Task to complete:
Beginning with the first line of the data below, reproduce every line unchanged, ending with the line that holds "height:20px; margin:-10px; padding:0".

##############################

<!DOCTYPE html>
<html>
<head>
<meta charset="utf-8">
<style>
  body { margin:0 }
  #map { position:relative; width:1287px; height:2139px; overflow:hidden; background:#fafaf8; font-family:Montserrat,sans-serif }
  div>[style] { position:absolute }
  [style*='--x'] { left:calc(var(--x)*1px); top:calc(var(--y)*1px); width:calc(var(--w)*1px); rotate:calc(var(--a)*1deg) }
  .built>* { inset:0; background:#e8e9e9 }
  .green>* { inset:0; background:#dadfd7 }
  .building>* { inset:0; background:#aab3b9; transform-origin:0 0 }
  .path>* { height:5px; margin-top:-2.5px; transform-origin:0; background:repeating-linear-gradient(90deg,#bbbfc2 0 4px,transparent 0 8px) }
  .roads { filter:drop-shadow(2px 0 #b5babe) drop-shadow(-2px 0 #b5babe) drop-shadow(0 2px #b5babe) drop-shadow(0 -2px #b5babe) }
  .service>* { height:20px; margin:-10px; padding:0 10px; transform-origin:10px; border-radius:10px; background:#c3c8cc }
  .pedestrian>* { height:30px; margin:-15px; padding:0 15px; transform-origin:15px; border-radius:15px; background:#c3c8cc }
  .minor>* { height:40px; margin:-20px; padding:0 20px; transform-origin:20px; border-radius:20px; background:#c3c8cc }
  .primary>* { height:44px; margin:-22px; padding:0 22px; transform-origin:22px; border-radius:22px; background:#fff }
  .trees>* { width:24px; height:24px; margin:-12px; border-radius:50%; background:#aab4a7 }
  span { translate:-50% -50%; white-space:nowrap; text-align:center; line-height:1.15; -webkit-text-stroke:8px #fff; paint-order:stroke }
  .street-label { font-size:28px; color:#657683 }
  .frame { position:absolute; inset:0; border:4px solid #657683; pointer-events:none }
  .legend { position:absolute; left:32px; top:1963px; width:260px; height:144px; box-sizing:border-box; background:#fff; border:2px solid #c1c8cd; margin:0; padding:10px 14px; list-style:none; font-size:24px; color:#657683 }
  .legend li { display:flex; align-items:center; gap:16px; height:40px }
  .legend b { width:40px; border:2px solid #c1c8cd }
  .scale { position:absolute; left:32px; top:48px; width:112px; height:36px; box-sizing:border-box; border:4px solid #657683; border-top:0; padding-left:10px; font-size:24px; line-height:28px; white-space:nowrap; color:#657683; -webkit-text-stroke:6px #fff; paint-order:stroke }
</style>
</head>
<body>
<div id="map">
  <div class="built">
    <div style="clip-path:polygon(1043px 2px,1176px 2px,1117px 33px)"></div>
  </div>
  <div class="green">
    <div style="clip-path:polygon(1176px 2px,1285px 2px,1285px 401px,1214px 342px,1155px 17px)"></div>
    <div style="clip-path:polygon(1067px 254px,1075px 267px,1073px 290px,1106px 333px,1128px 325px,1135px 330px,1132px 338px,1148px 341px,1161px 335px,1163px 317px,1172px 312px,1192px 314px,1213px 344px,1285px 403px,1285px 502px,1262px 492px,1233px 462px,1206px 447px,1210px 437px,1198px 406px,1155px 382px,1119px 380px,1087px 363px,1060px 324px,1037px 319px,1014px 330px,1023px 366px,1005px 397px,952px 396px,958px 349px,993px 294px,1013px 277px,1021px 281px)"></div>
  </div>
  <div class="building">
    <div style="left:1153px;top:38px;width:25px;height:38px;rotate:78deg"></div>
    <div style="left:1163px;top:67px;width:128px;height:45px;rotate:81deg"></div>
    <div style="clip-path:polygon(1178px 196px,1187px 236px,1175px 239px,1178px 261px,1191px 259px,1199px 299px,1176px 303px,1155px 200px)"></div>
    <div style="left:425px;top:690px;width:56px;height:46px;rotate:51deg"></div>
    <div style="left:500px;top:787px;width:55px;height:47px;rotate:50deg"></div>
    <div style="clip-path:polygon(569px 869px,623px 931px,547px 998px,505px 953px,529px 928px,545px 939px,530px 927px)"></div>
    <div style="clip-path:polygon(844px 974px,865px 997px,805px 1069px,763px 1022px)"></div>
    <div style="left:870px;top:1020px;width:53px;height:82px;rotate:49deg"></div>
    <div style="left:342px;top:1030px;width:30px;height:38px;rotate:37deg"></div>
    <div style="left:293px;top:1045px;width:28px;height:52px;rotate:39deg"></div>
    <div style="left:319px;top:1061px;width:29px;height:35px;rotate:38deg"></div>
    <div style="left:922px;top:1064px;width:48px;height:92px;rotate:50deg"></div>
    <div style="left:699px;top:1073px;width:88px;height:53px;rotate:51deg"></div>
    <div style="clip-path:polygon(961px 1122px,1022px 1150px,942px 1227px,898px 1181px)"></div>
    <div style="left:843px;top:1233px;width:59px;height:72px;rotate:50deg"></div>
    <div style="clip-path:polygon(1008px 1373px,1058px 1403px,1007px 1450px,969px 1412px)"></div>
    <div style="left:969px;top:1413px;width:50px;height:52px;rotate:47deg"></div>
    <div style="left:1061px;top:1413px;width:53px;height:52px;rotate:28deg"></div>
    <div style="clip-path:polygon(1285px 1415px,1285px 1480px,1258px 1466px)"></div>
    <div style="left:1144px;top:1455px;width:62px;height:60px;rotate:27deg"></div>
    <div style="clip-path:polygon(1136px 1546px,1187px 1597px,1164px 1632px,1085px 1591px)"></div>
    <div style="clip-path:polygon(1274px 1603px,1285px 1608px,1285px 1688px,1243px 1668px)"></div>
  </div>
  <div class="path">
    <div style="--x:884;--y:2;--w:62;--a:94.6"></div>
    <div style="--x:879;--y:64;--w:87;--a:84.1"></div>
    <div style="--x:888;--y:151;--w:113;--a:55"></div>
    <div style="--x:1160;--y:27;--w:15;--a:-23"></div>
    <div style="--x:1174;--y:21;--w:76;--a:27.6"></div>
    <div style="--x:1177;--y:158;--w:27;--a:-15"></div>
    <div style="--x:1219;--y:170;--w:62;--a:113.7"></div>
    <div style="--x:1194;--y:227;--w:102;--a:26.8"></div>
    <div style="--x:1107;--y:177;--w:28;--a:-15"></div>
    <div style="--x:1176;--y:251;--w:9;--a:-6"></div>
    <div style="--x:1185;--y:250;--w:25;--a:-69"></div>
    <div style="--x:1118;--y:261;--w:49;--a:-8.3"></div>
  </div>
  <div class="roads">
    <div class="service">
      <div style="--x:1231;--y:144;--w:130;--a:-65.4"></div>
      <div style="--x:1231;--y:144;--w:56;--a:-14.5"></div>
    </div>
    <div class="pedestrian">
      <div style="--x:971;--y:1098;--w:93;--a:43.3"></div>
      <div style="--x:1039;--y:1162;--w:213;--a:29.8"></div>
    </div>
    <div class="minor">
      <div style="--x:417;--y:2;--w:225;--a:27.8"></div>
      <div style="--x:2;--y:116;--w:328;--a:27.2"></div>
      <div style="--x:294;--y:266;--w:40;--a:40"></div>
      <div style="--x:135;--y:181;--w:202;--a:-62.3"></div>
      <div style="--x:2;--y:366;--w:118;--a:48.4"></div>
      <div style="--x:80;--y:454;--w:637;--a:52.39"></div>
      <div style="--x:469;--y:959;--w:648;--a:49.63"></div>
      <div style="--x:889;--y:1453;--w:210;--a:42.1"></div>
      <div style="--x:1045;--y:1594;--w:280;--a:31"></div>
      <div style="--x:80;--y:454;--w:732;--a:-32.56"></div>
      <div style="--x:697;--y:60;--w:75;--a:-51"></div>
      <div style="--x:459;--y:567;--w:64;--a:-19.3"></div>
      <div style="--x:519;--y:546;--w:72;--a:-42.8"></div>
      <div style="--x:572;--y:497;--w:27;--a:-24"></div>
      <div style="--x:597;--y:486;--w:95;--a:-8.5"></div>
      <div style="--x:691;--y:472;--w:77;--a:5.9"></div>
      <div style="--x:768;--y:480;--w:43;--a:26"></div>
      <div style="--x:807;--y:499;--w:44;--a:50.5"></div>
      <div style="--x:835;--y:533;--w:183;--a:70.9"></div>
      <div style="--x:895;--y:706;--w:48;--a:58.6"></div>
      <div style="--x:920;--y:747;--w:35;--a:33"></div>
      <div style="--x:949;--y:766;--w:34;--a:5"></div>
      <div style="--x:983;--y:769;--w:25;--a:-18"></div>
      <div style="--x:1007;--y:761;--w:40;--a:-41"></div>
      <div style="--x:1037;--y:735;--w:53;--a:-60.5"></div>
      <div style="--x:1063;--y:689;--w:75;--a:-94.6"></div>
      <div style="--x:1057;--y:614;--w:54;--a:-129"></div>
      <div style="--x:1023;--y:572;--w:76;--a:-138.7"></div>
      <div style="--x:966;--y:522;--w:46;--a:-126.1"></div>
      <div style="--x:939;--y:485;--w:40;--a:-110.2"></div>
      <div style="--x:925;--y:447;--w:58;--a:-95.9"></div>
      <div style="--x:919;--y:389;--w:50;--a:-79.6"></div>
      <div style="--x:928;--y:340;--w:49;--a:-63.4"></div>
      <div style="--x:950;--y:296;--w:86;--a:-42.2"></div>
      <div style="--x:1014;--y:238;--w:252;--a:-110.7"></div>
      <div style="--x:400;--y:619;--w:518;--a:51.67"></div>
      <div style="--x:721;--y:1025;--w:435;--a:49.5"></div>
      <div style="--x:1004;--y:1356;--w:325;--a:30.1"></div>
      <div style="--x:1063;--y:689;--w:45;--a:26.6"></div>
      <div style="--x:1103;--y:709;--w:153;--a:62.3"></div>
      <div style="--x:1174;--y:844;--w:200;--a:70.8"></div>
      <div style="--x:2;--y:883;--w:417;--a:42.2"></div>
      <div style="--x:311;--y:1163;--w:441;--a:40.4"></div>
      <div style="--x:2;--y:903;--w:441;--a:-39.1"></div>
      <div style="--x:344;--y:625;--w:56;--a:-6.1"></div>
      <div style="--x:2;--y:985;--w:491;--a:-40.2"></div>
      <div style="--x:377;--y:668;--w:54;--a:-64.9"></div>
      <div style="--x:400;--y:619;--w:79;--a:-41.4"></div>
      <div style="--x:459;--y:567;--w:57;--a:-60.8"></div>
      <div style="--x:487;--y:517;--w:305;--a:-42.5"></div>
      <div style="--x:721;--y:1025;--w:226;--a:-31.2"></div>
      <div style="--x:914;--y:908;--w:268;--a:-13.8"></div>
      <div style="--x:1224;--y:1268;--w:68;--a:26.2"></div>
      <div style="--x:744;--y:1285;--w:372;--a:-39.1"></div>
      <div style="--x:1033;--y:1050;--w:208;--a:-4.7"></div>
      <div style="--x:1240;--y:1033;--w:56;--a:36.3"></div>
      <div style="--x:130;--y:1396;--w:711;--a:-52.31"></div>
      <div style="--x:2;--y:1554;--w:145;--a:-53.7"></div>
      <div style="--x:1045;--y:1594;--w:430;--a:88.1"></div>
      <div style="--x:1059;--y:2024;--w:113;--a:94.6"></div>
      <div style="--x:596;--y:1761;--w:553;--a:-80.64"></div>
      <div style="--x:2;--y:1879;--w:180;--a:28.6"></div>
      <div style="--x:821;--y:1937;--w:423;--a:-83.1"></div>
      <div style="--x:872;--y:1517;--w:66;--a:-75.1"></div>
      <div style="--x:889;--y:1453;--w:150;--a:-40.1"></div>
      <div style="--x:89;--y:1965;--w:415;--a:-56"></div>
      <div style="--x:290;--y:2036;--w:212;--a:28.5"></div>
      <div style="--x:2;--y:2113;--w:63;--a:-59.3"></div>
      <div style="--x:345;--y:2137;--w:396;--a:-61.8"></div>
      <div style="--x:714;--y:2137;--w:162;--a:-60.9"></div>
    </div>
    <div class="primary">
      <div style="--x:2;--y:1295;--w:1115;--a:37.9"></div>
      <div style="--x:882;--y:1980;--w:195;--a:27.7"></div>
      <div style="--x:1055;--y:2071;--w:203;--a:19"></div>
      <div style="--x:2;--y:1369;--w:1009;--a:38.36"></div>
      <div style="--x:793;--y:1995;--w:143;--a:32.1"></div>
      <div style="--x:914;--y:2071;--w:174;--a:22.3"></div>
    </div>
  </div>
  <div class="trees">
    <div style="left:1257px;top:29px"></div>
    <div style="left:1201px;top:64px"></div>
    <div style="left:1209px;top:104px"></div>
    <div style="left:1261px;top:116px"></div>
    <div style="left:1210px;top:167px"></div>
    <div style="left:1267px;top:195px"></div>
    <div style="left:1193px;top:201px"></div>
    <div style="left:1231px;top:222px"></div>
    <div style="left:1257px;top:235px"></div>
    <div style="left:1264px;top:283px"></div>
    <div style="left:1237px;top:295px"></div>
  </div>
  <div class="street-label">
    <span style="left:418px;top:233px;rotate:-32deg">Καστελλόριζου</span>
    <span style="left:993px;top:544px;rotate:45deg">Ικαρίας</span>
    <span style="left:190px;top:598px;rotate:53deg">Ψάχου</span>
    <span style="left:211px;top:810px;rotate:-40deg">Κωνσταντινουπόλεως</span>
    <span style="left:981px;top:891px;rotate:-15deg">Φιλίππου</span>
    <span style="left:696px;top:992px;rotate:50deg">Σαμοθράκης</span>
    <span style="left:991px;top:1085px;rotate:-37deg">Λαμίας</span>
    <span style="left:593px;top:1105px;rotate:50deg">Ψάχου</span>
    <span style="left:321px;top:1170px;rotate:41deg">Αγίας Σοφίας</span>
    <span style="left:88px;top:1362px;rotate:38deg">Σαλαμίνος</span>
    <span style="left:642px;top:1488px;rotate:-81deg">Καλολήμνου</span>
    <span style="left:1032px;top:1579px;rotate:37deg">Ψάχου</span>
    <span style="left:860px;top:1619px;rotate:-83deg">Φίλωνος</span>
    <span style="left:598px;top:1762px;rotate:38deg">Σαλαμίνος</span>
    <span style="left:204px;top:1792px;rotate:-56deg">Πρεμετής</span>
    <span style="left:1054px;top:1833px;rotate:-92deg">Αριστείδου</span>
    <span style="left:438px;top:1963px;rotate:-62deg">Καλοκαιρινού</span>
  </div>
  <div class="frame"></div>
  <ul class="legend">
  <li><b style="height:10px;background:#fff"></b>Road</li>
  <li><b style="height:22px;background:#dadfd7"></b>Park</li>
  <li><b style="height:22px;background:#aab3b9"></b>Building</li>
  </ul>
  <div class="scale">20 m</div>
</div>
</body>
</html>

##############################

Output of the task:
<!DOCTYPE html>
<html>
<head>
<meta charset="utf-8">
<style>
  body { margin:0 }
  #map { position:relative; width:1287px; height:2139px; overflow:hidden; background:#fafaf8; font-family:Montserrat,sans-serif }
  div>[style] { position:absolute }
  [style*='--x'] { left:calc(var(--x)*1px); top:calc(var(--y)*1px); width:calc(var(--w)*1px); rotate:calc(var(--a)*1deg) }
  .built>* { inset:0; background:#e8e9e9 }
  .green>* { inset:0; background:#dadfd7 }
  .building>* { inset:0; background:#aab3b9; transform-origin:0 0 }
  .path>* { height:5px; margin-top:-2.5px; transform-origin:0; background:repeating-linear-gradient(90deg,#bbbfc2 0 4px,transparent 0 8px) }
  .roads { filter:drop-shadow(2px 0 #b5babe) drop-shadow(-2px 0 #b5babe) drop-shadow(0 2px #b5babe) drop-shadow(0 -2px #b5babe) }
  .service>* { height:20px; margin:-10px; padding:0 10px; transform-origin:10px; border-radius:10px; background:#c3c8cc }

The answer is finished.